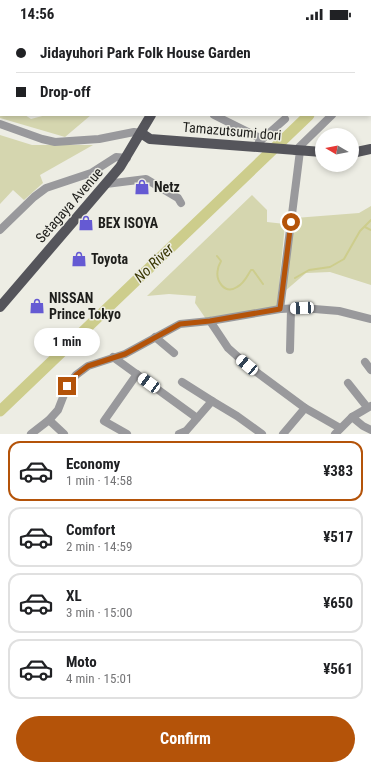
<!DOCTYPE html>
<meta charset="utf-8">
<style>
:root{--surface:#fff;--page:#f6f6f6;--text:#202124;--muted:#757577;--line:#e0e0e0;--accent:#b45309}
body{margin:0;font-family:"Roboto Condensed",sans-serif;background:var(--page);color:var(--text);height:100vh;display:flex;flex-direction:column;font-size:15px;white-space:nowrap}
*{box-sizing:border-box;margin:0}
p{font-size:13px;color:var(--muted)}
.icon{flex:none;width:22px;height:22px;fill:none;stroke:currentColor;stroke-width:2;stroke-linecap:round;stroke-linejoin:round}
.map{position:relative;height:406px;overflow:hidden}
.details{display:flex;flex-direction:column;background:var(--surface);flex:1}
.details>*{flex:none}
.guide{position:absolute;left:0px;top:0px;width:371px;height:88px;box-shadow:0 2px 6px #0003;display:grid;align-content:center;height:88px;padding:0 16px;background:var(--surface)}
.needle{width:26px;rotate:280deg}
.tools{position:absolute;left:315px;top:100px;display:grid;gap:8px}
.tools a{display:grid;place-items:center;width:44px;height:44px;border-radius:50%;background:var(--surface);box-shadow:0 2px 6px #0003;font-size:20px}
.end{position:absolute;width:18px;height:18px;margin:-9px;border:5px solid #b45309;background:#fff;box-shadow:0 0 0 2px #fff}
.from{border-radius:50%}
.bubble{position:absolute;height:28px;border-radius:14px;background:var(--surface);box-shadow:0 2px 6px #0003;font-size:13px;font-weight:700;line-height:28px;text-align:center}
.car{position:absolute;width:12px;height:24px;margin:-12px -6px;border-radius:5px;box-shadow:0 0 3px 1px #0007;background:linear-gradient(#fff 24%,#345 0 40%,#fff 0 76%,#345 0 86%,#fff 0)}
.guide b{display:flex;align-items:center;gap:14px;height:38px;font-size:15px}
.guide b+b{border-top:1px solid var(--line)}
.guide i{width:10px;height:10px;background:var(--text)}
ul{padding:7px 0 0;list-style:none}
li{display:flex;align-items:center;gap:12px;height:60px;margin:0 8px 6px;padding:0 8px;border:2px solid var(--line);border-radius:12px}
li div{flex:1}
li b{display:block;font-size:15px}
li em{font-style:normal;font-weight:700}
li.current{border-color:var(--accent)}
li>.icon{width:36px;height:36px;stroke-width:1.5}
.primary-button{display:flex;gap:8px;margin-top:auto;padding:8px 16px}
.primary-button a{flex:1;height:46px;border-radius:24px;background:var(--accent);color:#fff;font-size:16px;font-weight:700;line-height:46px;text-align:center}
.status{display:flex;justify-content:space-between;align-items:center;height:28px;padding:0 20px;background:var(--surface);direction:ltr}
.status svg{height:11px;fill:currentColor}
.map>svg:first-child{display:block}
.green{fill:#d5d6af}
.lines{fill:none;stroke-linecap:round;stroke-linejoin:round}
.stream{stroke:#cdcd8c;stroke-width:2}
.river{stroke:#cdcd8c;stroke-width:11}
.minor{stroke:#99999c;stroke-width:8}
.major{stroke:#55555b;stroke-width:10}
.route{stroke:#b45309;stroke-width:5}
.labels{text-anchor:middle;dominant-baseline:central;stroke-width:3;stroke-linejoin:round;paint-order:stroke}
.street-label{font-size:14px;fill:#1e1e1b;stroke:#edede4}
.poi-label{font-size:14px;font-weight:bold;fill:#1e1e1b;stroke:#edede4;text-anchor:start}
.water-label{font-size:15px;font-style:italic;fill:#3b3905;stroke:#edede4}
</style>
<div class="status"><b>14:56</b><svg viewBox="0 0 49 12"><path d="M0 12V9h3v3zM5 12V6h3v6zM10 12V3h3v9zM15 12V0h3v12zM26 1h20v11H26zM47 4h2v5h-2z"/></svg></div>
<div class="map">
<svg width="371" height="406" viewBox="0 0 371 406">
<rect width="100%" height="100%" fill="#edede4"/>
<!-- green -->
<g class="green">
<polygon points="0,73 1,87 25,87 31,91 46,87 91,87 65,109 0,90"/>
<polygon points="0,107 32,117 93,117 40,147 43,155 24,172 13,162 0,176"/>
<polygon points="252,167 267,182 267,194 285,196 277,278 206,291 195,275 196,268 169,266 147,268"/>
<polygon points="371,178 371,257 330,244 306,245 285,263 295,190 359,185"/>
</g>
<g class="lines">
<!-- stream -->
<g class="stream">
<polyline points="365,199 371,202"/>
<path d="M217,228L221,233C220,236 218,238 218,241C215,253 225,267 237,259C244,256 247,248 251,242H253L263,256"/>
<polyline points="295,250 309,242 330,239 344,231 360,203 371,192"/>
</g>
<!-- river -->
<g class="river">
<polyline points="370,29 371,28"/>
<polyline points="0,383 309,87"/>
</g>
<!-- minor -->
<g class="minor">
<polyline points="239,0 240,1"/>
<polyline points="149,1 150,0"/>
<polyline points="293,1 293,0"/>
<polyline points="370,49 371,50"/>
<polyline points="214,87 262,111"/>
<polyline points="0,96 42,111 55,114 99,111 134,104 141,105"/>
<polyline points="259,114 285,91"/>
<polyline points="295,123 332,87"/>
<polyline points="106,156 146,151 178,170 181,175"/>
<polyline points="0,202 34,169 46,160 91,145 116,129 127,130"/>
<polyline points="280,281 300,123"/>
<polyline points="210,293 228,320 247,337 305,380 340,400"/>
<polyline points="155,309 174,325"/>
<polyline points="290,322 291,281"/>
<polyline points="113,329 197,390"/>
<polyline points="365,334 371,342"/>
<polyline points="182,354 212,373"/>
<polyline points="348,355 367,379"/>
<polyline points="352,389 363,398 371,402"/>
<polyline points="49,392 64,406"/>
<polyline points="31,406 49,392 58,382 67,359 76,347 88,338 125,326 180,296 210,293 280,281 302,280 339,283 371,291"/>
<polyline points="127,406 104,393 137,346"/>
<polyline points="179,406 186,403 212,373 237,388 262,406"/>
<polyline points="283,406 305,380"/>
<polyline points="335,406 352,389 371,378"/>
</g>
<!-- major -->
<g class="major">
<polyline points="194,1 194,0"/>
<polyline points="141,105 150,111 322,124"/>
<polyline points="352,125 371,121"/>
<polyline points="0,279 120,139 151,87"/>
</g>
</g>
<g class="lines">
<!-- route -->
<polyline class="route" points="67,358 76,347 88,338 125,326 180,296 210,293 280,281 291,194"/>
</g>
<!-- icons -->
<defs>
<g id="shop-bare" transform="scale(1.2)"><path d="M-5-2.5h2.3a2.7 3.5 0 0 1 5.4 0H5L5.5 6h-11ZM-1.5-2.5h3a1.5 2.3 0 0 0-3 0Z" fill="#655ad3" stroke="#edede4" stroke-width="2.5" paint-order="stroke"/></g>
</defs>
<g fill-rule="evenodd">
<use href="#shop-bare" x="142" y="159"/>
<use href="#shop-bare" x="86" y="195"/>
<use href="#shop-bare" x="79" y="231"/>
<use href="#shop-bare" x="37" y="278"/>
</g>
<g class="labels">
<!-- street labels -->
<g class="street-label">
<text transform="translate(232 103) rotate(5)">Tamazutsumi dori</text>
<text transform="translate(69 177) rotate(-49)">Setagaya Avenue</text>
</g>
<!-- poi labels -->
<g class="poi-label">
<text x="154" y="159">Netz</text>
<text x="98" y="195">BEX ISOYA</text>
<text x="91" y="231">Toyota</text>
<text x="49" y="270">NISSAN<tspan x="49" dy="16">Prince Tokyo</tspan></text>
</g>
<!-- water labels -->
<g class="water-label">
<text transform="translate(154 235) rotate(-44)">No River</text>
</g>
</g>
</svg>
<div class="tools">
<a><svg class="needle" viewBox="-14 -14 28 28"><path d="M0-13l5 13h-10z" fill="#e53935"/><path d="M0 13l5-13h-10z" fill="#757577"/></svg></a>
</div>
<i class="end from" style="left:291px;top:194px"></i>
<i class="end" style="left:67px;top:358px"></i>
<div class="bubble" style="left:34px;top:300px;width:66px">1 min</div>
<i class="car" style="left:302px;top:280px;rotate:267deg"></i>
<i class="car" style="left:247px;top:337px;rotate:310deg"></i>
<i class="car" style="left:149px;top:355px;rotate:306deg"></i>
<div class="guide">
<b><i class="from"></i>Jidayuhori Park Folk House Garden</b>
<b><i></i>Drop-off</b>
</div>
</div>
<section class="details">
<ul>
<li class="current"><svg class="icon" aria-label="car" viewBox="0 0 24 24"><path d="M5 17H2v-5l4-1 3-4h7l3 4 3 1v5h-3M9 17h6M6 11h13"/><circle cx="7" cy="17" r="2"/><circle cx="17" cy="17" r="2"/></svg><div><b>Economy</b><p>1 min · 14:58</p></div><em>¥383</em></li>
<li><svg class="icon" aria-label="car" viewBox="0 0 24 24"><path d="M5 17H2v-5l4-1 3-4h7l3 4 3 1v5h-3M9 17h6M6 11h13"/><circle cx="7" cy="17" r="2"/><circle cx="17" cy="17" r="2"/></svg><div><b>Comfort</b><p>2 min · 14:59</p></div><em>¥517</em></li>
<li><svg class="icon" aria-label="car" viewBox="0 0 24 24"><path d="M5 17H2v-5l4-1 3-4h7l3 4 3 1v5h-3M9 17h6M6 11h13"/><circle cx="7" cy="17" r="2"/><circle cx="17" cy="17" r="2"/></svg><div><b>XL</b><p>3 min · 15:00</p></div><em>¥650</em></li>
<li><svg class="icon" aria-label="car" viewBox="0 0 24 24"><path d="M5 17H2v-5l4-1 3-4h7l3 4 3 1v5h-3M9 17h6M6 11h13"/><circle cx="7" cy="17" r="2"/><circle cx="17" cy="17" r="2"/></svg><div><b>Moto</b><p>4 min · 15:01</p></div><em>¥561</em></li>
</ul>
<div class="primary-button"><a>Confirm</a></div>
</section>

=======

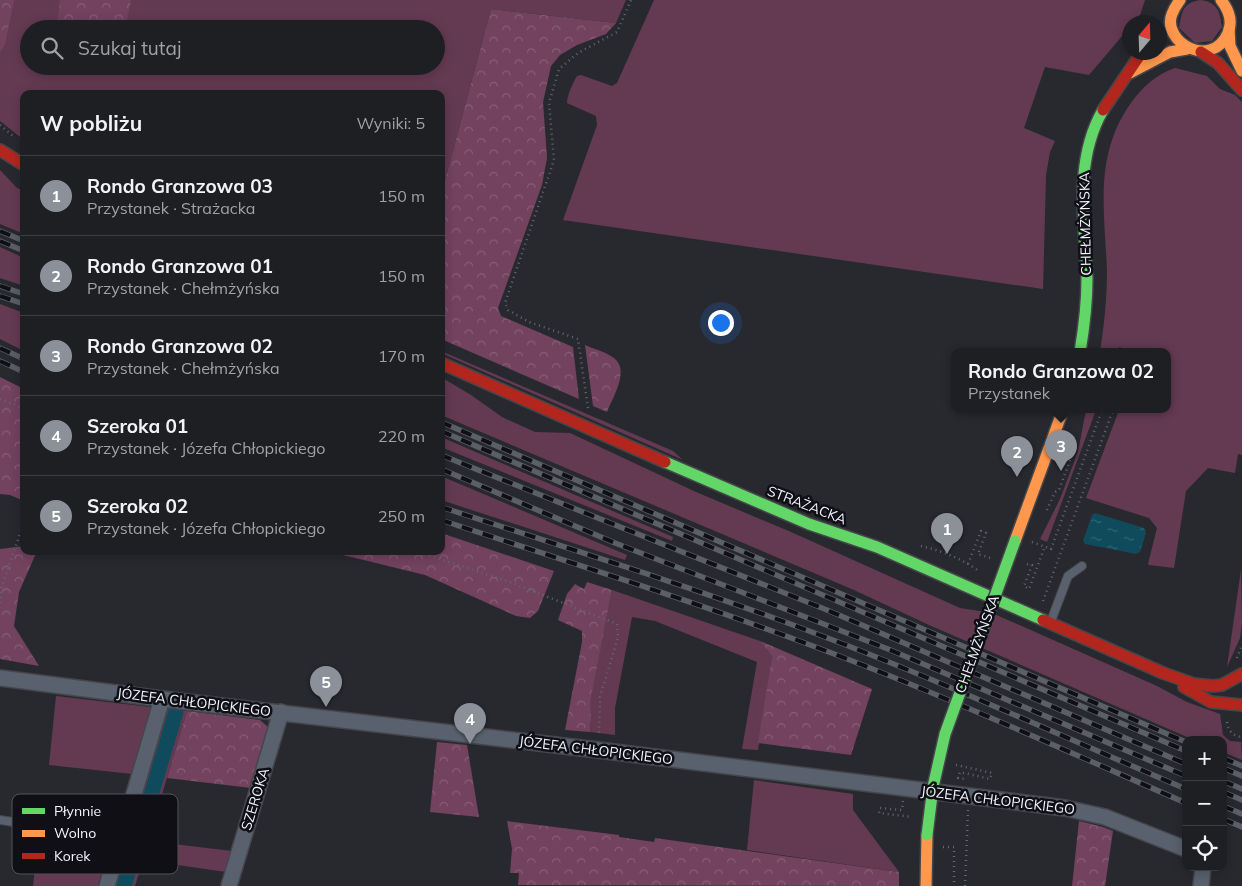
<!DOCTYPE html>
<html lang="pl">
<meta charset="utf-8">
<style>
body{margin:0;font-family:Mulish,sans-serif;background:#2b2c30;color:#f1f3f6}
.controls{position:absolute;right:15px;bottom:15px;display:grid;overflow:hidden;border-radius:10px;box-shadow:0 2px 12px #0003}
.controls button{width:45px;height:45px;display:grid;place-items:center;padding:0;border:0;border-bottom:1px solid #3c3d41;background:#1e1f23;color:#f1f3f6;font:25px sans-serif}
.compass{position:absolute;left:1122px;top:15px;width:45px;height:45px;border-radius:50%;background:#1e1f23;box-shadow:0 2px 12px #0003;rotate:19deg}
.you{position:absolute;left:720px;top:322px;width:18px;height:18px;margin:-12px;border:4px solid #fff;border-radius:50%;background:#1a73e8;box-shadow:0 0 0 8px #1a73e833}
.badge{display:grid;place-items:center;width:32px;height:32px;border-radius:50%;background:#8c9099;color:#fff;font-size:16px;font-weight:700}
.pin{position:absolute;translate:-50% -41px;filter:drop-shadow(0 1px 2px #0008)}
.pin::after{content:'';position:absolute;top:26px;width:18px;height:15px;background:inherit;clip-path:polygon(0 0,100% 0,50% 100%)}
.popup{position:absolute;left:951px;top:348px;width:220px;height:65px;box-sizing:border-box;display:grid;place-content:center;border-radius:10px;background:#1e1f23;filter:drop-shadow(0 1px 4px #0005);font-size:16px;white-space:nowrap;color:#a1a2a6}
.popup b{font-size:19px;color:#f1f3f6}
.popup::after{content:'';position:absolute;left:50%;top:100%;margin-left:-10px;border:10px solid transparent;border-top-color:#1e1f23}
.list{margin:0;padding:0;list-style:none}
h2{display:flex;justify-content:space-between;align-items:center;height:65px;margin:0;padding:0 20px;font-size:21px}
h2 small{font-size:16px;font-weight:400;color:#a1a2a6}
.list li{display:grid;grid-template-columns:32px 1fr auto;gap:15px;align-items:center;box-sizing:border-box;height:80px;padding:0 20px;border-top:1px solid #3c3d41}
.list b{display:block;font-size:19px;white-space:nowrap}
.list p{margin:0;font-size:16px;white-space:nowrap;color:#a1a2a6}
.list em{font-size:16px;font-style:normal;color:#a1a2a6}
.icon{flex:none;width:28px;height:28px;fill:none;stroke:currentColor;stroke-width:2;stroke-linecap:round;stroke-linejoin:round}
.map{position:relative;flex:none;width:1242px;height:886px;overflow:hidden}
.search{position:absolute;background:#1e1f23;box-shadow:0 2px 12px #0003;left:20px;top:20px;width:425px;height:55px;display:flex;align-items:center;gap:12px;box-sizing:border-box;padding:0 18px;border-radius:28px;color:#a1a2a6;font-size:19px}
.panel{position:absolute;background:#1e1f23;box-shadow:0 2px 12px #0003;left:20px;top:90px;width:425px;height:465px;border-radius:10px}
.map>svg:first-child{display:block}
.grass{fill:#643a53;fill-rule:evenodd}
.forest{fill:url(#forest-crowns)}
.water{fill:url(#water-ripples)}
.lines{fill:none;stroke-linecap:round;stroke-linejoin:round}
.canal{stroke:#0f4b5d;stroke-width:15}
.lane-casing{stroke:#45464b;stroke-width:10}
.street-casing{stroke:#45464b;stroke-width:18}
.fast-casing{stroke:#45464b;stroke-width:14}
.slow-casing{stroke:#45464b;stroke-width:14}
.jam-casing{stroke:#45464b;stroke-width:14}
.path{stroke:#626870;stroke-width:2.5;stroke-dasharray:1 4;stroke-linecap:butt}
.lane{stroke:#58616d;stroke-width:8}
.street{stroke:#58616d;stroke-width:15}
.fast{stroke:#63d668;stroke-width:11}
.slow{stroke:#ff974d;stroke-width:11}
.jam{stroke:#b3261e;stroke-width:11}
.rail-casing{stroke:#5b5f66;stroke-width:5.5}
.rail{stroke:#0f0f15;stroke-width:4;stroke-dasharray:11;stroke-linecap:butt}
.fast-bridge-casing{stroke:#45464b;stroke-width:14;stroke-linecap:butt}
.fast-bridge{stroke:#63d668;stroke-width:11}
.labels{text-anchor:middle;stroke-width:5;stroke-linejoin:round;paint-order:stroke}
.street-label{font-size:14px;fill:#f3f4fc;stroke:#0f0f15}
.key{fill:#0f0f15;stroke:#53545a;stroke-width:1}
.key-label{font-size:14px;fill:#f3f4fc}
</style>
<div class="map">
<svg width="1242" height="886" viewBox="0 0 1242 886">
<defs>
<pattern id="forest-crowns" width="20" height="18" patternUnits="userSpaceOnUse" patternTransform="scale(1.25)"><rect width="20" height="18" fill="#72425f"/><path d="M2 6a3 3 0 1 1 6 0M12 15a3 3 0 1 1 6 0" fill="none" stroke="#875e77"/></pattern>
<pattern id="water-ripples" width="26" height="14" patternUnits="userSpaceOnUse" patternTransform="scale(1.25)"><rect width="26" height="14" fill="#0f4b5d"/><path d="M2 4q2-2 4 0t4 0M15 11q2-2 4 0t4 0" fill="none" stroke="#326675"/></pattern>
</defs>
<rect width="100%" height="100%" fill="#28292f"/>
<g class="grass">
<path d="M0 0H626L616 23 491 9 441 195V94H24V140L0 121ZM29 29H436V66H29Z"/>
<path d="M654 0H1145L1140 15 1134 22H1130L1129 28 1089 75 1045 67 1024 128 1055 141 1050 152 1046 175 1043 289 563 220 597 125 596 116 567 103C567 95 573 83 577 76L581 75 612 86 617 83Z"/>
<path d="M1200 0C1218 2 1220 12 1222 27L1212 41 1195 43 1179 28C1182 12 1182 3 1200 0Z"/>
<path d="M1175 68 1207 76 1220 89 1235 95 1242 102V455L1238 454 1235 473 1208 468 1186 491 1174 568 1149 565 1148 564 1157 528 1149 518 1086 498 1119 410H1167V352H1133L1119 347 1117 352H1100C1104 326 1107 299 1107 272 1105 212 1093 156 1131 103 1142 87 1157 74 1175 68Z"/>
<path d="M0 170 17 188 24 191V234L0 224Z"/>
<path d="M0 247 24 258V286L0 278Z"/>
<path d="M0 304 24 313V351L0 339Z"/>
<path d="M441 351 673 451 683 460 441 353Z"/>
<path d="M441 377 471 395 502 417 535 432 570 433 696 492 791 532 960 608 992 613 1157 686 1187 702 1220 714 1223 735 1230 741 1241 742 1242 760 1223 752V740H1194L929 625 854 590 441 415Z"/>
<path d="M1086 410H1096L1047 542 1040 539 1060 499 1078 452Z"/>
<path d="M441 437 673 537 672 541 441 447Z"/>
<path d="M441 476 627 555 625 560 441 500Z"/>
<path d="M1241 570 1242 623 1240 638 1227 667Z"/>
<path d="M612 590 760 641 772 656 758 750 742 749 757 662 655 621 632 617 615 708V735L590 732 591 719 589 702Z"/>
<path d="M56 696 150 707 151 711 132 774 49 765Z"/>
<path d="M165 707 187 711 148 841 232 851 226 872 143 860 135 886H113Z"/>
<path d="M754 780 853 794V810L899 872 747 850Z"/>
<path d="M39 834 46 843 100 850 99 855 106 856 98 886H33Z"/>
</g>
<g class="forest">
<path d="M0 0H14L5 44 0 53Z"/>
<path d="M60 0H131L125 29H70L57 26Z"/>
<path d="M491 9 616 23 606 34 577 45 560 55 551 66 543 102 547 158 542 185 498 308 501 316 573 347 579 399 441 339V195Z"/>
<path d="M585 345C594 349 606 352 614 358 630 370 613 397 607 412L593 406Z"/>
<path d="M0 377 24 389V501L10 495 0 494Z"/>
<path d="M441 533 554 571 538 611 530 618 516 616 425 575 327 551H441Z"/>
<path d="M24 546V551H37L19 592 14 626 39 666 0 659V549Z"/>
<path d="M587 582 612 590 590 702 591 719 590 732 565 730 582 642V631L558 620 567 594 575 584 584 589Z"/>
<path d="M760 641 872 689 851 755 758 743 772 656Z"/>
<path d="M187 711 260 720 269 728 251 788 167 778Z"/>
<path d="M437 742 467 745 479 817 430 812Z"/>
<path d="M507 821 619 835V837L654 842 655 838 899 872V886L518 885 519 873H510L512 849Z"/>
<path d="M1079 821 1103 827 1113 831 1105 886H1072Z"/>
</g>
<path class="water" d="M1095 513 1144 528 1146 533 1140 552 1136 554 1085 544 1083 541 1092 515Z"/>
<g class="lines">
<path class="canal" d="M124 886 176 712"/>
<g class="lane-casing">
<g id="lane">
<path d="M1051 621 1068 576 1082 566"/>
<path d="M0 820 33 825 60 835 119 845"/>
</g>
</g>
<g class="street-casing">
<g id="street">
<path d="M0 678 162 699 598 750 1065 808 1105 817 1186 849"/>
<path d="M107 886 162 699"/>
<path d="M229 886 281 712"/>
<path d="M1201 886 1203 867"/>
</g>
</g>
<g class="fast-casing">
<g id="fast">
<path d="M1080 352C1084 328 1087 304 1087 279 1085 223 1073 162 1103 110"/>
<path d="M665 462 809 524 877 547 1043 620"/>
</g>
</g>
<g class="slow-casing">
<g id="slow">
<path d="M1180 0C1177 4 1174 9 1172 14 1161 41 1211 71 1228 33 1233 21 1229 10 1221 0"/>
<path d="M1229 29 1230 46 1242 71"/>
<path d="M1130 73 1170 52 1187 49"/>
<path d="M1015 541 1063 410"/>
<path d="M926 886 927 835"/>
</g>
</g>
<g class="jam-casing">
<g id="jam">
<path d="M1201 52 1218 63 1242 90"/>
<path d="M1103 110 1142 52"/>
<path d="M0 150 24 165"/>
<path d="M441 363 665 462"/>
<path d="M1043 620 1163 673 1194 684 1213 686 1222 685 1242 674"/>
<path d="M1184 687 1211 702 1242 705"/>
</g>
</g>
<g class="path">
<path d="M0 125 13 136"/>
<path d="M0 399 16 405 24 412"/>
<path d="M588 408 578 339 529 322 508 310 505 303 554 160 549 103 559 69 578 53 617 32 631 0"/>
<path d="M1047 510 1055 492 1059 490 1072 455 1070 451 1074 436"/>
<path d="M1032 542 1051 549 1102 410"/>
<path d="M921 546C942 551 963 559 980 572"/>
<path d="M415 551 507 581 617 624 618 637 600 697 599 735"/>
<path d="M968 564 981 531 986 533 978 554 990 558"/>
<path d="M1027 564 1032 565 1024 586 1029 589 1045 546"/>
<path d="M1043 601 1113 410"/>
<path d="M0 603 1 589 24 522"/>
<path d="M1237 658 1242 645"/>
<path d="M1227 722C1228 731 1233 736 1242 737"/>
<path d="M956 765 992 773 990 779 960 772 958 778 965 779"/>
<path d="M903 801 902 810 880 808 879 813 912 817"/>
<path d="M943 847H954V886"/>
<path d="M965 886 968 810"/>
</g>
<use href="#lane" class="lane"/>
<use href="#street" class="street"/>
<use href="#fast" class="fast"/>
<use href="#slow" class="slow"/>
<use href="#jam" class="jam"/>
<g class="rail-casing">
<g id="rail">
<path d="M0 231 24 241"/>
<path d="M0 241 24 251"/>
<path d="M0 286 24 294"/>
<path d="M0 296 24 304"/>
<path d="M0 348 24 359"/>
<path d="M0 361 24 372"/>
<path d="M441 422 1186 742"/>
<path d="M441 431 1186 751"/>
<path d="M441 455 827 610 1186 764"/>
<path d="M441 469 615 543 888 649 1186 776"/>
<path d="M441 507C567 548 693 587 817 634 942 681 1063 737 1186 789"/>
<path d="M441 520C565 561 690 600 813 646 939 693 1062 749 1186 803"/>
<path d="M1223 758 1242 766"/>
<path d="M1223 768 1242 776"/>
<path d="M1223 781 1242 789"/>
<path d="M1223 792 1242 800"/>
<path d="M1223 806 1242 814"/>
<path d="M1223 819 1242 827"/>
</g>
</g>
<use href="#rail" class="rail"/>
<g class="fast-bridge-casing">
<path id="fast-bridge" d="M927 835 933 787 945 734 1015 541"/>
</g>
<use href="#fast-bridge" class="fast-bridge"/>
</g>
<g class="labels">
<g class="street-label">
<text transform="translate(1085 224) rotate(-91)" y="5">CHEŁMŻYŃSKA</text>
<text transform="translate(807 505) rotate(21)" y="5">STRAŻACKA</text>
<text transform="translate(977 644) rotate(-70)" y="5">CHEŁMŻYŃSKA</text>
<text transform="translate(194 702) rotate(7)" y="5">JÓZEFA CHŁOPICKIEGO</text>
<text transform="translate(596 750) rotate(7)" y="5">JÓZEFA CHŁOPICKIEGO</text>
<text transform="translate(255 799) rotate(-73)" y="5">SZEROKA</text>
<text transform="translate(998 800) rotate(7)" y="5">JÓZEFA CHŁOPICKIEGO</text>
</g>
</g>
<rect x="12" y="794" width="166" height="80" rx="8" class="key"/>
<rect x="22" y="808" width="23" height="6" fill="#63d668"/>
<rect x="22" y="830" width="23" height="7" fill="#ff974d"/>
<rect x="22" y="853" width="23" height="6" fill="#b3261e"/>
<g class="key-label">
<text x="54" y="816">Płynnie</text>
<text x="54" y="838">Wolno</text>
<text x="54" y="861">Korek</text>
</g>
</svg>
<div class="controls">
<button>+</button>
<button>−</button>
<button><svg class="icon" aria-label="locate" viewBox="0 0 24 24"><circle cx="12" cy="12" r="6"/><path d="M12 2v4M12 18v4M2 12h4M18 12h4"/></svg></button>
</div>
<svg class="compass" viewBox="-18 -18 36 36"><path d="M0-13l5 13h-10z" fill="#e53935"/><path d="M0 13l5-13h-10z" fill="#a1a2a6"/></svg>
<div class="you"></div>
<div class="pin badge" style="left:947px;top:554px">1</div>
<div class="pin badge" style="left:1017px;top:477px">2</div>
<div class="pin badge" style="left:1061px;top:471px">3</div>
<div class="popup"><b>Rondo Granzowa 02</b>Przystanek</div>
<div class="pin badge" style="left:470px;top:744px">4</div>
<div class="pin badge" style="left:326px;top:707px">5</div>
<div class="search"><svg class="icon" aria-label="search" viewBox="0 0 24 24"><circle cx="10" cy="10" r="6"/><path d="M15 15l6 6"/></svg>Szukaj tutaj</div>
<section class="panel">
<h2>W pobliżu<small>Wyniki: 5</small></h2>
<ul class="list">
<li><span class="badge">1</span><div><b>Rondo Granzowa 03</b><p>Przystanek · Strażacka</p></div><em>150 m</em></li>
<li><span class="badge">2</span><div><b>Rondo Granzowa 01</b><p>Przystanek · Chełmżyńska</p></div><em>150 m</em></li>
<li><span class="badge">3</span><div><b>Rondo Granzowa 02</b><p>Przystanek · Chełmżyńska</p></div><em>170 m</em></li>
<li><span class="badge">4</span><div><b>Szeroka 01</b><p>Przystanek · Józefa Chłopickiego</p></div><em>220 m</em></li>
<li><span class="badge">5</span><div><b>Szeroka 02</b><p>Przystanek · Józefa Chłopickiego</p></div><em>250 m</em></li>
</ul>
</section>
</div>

=======

:: What to do ::
Using the records above, gather all lines where the string "major" is present.

:: Exercise response ::
.major{stroke:#55555b;stroke-width:10}
<!-- major -->
<g class="major">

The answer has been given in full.